Copy each line below holding "rotate".
─── Exercise input ───
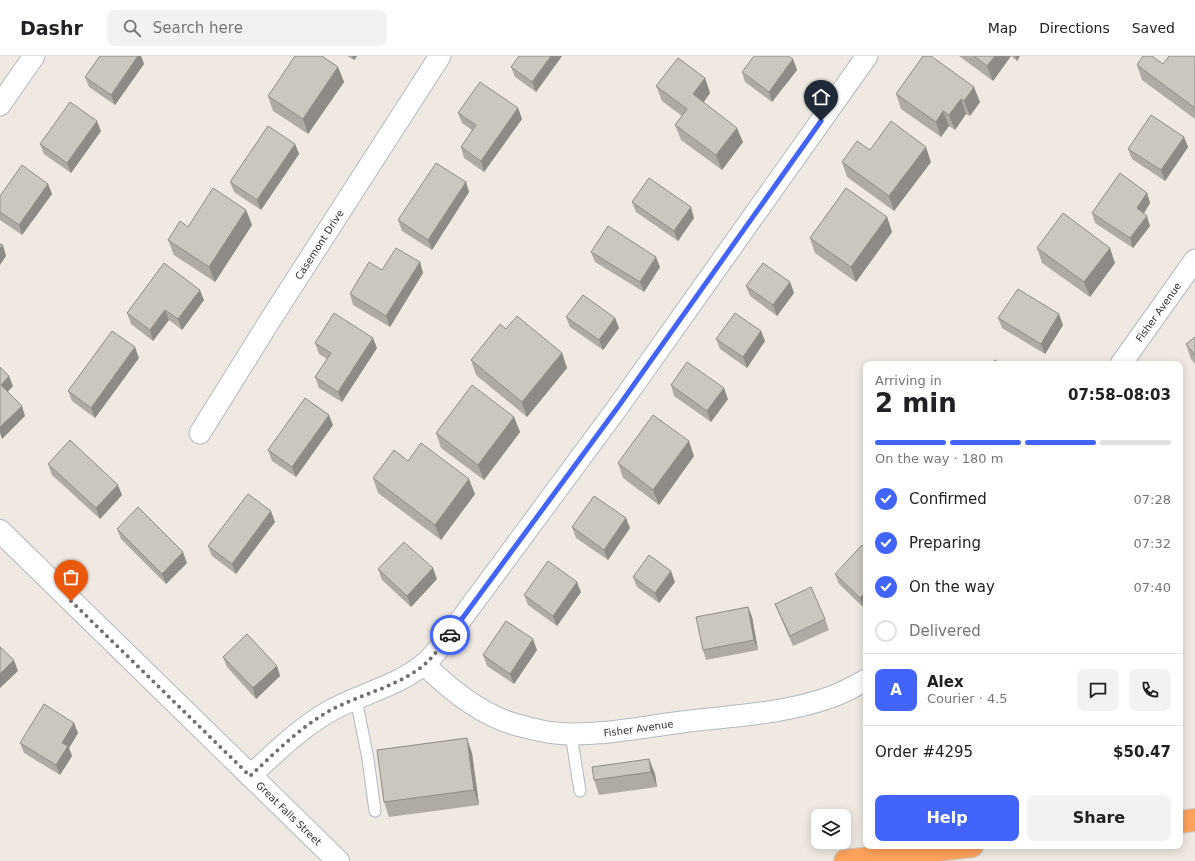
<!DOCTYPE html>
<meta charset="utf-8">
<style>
:root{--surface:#fff;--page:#f2f2f2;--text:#202124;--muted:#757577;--line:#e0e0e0;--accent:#4264fb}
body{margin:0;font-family:"DejaVu Sans",sans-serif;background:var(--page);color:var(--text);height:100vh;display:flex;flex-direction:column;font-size:15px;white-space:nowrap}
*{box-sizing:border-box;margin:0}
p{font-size:13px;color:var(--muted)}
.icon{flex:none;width:22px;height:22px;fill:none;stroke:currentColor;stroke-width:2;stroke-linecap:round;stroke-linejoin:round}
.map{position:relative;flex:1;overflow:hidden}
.side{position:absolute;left:863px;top:305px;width:320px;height:488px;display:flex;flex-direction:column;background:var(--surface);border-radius:8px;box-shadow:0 2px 10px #0003}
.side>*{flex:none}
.buttons{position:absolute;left:811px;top:753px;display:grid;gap:8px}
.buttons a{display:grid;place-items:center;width:40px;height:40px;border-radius:8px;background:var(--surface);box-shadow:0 2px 10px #0003;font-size:20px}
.pin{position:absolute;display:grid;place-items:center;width:34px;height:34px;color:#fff;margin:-41px -17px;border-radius:50% 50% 50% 0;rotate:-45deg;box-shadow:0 0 4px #0007}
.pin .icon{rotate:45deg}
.courier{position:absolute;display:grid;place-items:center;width:40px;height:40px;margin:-20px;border:3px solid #4264fb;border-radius:50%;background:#fff;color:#222;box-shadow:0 1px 5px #0007}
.headline em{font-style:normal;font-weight:700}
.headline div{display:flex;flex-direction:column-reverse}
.headline{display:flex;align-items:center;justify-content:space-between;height:68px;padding:0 12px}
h1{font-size:26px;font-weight:700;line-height:30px}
.bar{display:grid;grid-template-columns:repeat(4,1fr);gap:6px 4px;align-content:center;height:48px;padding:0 12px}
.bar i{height:5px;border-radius:3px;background:var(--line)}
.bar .current{background:var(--accent)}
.bar p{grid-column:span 4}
.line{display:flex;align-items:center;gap:10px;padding:0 12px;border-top:1px solid var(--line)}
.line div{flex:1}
.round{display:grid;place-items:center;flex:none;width:42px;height:42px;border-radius:8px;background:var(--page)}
ol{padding:0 12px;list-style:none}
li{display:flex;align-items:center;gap:12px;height:44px}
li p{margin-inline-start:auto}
li .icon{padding:4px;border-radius:50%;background:var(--accent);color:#fff;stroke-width:4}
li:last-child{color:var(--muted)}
li i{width:22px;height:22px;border:2px solid var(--line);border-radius:50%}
.action{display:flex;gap:8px;margin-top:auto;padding:8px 12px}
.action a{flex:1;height:46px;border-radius:8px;background:var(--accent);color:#fff;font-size:16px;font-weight:700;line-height:46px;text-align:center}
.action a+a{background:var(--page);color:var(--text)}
header{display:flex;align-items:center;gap:24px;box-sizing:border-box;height:56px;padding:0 20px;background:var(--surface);border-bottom:1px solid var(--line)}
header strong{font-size:19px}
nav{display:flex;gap:22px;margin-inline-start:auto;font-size:14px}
.search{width:280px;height:36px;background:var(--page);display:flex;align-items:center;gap:10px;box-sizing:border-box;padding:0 14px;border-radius:8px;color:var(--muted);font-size:15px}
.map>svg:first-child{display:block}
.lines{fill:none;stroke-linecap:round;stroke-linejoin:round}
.lane-casing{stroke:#b4b7c1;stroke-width:13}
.street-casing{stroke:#b4b7c1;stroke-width:23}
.secondary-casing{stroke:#b4b7c1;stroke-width:24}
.highway-casing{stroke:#c9c9c9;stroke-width:24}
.lane{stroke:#fff;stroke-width:11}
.street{stroke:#fff;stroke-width:21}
.secondary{stroke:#fff;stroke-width:22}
.highway{stroke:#ffa35c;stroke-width:22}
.wall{fill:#afaba4}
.shaded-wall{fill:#8e8b86}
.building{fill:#cbc7bf;stroke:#8e8b86}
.done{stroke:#726f6d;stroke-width:4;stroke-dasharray:0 7.2}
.route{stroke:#4264fb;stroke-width:5}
.labels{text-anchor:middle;stroke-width:4;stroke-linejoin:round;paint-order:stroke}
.street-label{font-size:10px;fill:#2e2e2e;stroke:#fff}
</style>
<header>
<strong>Dashr</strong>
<div class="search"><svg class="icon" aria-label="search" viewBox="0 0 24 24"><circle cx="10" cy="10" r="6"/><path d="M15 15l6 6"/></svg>Search here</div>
<nav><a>Map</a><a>Directions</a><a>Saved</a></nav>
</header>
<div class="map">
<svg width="1195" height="805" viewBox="0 0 1195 805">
<rect width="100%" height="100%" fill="#efe9e1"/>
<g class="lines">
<g class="lane-casing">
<path id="lane" d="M 356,643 L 368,703 L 375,755
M 571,678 L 580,735"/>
</g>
<g class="street-casing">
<g id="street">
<path d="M 0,49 L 34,0"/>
<path id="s1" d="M 1121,308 L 1195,204"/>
<path id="s2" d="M 200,377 L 269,266 L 440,0"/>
<path id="s3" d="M 424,608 C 450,634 481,659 517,669 C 530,672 542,676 555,677 C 595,681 642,671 682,666 C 731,660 784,658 831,641 C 843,637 855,630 866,624"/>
<path d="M 250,720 C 275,697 300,672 330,655 C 360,638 395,631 423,609 C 431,603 438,593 445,585 L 618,351 L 867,0"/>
</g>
</g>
<g class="secondary-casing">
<g id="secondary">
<path id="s4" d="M 0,475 L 338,805"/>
</g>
</g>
<g class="highway-casing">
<path id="highway" d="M 1180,766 L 1195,764
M 845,805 L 972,790"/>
</g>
<use href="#lane" class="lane"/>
<use href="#street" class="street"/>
<use href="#secondary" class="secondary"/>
<use href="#highway" class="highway"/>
</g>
<path class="wall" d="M 100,0 L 141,0 L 144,8 L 115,49 L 89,31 L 85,21 Z
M 347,0 L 357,0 L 354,4 Z
M 562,0 L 536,36 L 515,21 L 511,11 Z
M 923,0 L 980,46 L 970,60 L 966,58 L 955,74 L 949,70 L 941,81 L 901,53 L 896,38 Z
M 959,0 L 1020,0 L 1017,5 L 1011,0 L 993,25 Z
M 1195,1 L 1195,63 L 1142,24 L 1137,9 L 1163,8 Z
M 793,3 L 797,14 L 772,46 L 745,26 L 742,16 Z
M 338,11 L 344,26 L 308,78 L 273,55 L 268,40 Z
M 705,22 L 710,37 L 704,46 L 743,86 L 722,114 L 681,84 L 675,69 L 682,60 L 662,45 L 656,30 Z
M 518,52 L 522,63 L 484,116 L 464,102 L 461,91 L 472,74 L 462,67 L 458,57 Z
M 101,75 L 71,117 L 44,98 L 40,88 Z
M 1184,81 L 1188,91 L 1165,125 L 1132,103 L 1128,93 Z
M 295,88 L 299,98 L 261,154 L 234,136 L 230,126 Z
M 842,106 L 931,106 L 894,155 L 847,121 Z
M 466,126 L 469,136 L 432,194 L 402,175 L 398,164 Z
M 48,128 L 52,138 L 22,179 L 0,164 L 0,140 Z
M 1147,137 L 1150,147 L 1144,158 L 1150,170 L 1133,192 L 1095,167 L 1092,157 Z
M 632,146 L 694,162 L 678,185 L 636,156 Z
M 246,154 L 252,169 L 215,226 L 174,199 L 168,184 L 188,171 Z
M 887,161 L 892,176 L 856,226 L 815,197 L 810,182 Z
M 1037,192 L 1115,207 L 1090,241 L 1042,207 Z
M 591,196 L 660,211 L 644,236 L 595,206 Z
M 420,206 L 423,217 L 390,271 L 353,249 L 350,238 Z
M 790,226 L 794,237 L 777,260 L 750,240 L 746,230 Z
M 204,244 L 182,274 L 169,264 L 153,285 L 131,268 L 127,257 Z
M 566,261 L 615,262 L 619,272 L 603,294 L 570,271 Z
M 998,262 L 1063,269 L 1045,298 L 1002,272 Z
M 506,273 L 562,297 L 567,312 L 527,361 L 476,319 L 471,304 Z
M 761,275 L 765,285 L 747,312 L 720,293 L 716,283 Z
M 1195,281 L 1195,308 L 1191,303 L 1186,288 Z
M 315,287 L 377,292 L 342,346 L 319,332 L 315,321 L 327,303 L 319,298 Z
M 139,302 L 95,362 L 72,345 L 68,335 Z
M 671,329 L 728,343 L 711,366 L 674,340 Z
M 514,361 L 520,376 L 484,424 L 441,392 L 436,377 Z
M 333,369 L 296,421 L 272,405 L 268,394 Z
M 694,400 L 659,449 L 623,422 L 618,407 Z
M 408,405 L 475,438 L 441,484 L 378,437 L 373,422 Z
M 48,408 L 122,439 L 100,463 L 52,419 Z
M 275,466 L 236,518 L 212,500 L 208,490 Z
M 572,471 L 630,472 L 608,504 L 576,482 Z
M 117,473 L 187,507 L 166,528 L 121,483 Z
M 866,493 L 866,550 L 864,552 L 839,528 L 835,518 Z
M 378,513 L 437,523 L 411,551 L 382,524 Z
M 633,521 L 675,526 L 659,547 L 637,531 Z
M 581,536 L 557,570 L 528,549 L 524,539 Z
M 775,548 L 825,563 L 829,574 L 793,590 L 779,558 Z
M 748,551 L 752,561 L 758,594 L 706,604 L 703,594 Z
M 537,594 L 514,628 L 487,610 L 483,599 Z
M 223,601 L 277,610 L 280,620 L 256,643 L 227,611 Z
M 74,667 L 78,677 L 69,692 L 72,700 L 60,719 L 24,697 L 20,687 Z
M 472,697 L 479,749 L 389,761 L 384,746 Z
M 649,703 L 655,718 L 657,731 L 599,739 L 594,724 Z"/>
<path class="shaded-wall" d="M 138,0 L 141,0 L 144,8 L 115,49 L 111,39 Z
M 352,0 L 357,0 L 354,4 Z
M 551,0 L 562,0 L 536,36 L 532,26 Z
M 995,0 L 1011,0 L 993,25 L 987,10 Z
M 1015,0 L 1020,0 L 1017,5 Z
M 793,3 L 797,14 L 772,46 L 769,36 Z
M 338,11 L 344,26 L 308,78 L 303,63 Z
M 705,22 L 710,37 L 698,53 L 693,38 Z
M 974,31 L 980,46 L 970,60 L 964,45 Z
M 961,43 L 966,58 L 955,74 L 949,59 Z
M 518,52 L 522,63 L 484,116 L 481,105 Z
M 943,55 L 949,70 L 941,81 L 936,66 Z
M 97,65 L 101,75 L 71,117 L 67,107 Z
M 737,72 L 743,86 L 722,114 L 716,99 Z
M 1184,81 L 1188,91 L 1165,125 L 1161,114 Z
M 295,88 L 299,98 L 261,154 L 257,144 Z
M 926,91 L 931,106 L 894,155 L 889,140 Z
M 466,126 L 469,136 L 432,194 L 428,184 Z
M 48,128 L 52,138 L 22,179 L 19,169 Z
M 1147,137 L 1150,147 L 1140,162 L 1137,152 Z
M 691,151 L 694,162 L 678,185 L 674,175 Z
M 246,154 L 252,169 L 215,226 L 209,211 Z
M 1147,160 L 1150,170 L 1133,192 L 1130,182 Z
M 887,161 L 892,176 L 856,226 L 851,211 Z
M 3,189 L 6,200 L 0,209 L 0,193 Z
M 1110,192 L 1115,207 L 1090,241 L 1084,226 Z
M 656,201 L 660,211 L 644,236 L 640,226 Z
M 420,206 L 423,217 L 390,271 L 386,260 Z
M 790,226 L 794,237 L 777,260 L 773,249 Z
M 200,234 L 204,244 L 182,274 L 178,263 Z
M 165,254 L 169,264 L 153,285 L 150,274 Z
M 1059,258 L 1063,269 L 1045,298 L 1041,288 Z
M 615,262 L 619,272 L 603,294 L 599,284 Z
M 761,275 L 765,285 L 747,312 L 743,301 Z
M 373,282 L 377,292 L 342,346 L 338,336 Z
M 135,291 L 139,302 L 95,362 L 91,352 Z
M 562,297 L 567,312 L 527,361 L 522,346 Z
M 9,320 L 13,330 L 5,339 L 1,329 Z
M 724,332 L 728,343 L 711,366 L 707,355 Z
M 22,350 L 25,360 L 2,383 L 0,377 L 0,371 Z
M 329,359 L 333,369 L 296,421 L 292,411 Z
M 514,361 L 520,376 L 484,424 L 478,409 Z
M 689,385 L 694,400 L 659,449 L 653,434 Z
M 469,423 L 475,438 L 441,484 L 435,469 Z
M 118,429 L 122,439 L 100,463 L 96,452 Z
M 271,455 L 275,466 L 236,518 L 232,508 Z
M 626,462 L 630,472 L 608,504 L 604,494 Z
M 183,496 L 187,507 L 166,528 L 162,518 Z
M 433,512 L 437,523 L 411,551 L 407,540 Z
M 671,515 L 675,526 L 659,547 L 655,537 Z
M 577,526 L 581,536 L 557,570 L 553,560 Z
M 866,536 L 866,550 L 864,552 L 860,542 Z
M 748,551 L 752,561 L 758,594 L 754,584 Z
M 533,583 L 537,594 L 514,628 L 510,618 Z
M 14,604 L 18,615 L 0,632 L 0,618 Z
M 277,610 L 280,620 L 256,643 L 253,632 Z
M 74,667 L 78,677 L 69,692 L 72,700 L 60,719 L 56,709 L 62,687 Z
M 467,682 L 472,697 L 479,749 L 474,734 Z
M 649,703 L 655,718 L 657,731 L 651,716 Z"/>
<path class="building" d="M 100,0 L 138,0 L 111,39 L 85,21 Z
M 295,0 L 322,0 L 338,11 L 303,63 L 268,40 Z
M 519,0 L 551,0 L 532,26 L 511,11 Z
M 754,0 L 788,0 L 793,3 L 769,36 L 742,16 Z
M 923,0 L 931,0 L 974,31 L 964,45 L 961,43 L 949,59 L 943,55 L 936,66 L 896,38 Z
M 974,0 L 995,0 L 987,10 Z
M 1143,0 L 1152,0 L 1163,8 L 1169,0 L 1193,0 L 1195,1 L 1195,52 L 1137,9 Z
M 678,2 L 705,22 L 693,38 L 737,72 L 716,99 L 675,69 L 687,53 L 656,30 Z
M 480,26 L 518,52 L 481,105 L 461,91 L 476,69 L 458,57 Z
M 70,46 L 97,65 L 67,107 L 40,88 Z
M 1151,59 L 1184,81 L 1161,114 L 1128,93 Z
M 891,65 L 926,91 L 889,140 L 842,106 L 857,85 L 870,94 Z
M 268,70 L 295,88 L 257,144 L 230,126 Z
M 436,107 L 466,126 L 428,184 L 398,164 Z
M 22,109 L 48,128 L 19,169 L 0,156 L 0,140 Z
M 1120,117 L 1147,137 L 1137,152 L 1147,160 L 1130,182 L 1092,157 Z
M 649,122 L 691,151 L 674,175 L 632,146 Z
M 213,132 L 246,154 L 209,211 L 168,184 L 180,165 L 188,171 Z
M 846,132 L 887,161 L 851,211 L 810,182 Z
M 1063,157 L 1110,192 L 1084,226 L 1037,192 Z
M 608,170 L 656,201 L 640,226 L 591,196 Z
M 0,188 L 3,189 L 0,193 Z
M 396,192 L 420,206 L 386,260 L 350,238 L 369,206 L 382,214 Z
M 164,207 L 200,234 L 178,263 L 165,254 L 150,274 L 127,257 Z
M 763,207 L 790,226 L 773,249 L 746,230 Z
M 1018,233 L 1059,258 L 1041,288 L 998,262 Z
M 583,239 L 615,262 L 599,284 L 566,261 Z
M 334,257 L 373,282 L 338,336 L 315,321 L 331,297 L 315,287 Z
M 735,257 L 761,275 L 743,301 L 716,283 Z
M 517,260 L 562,297 L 522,346 L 471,304 L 500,268 L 506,273 Z
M 112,275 L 135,291 L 91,352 L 68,335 Z
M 1195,281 L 1195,299 L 1186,288 Z
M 995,304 L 1000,308 L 992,308 Z
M 687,306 L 724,332 L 707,355 L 671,329 Z
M 0,311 L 9,320 L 1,329 L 22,350 L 0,371 Z
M 472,329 L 514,361 L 478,409 L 436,377 Z
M 305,342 L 329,359 L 292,411 L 268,394 Z
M 653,359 L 689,385 L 653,434 L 618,407 Z
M 70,384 L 118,429 L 96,452 L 48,408 Z
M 421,387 L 469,423 L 435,469 L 373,422 L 394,394 L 408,405 Z
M 248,438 L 271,455 L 232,508 L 208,490 Z
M 594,440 L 626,462 L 604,494 L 572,471 Z
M 138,451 L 183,496 L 162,518 L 117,473 Z
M 404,486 L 433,512 L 407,540 L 378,513 Z
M 862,489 L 866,493 L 866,536 L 860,542 L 835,518 Z
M 649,499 L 671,515 L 655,537 L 633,521 Z
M 548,505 L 577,526 L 553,560 L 524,539 Z
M 811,531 L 825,563 L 790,580 L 775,548 Z
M 748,551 L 754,584 L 703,594 L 696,561 Z
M 506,565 L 533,583 L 510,618 L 483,599 Z
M 247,578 L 277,610 L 253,632 L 223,601 Z
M 0,591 L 14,604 L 0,618 Z
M 44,648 L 74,667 L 62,687 L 68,690 L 56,709 L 20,687 Z
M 467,682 L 474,734 L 384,746 L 377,694 Z
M 649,703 L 651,716 L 594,724 L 592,711 Z"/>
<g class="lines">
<path class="done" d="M 71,545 L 250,720 C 275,697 300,671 331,654 C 361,638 397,631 424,609 C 434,600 442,589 450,579"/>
<path class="route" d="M 450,579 L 618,351 L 821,65"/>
</g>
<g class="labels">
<g class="street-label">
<text dy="4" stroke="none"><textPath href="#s2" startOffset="223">Casemont Drive</textPath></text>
<text dy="4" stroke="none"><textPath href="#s1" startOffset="64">Fisher Avenue</textPath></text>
<text dy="4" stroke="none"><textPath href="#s3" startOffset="235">Fisher Avenue</textPath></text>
<text dy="4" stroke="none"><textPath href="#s4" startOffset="404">Great Falls Street</textPath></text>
</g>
</g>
</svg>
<div class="buttons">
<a><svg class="icon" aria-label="layers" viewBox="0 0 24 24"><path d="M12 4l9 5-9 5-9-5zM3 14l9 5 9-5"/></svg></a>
</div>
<div class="pin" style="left:71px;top:545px;background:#ea580c"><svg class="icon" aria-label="bag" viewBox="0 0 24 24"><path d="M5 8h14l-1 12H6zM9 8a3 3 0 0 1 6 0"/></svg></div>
<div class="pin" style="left:821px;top:65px;background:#1f2937"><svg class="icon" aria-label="home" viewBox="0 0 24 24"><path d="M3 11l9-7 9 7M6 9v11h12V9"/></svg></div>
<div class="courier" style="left:450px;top:579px"><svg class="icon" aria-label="car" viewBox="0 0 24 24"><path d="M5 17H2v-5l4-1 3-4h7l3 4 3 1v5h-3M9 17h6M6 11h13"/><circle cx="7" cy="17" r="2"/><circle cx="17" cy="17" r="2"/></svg></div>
<section class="side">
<div class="headline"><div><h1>2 min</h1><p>Arriving in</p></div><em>07:58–08:03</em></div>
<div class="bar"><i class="current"></i><i class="current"></i><i class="current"></i><i></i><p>On the way · 180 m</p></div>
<ol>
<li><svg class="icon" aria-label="check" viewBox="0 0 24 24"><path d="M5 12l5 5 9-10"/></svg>Confirmed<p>07:28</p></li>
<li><svg class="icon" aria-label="check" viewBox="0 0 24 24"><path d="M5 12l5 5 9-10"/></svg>Preparing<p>07:32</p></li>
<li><svg class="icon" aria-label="check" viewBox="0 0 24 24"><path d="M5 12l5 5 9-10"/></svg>On the way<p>07:40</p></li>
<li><i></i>Delivered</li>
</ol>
<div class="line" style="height:72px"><b class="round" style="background:var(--accent);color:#fff">A</b><div><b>Alex</b><p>Courier · 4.5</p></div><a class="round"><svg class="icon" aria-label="chat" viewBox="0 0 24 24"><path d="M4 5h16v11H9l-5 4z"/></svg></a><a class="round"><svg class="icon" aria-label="phone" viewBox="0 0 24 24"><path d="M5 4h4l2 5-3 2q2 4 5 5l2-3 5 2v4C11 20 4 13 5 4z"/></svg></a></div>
<div class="line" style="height:52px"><div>Order #4295</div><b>$50.47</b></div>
<div class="action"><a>Help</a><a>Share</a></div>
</section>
</div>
───
## Result
.pin{position:absolute;display:grid;place-items:center;width:34px;height:34px;color:#fff;margin:-41px -17px;border-radius:50% 50% 50% 0;rotate:-45deg;box-shadow:0 0 4px #0007}
.pin .icon{rotate:45deg}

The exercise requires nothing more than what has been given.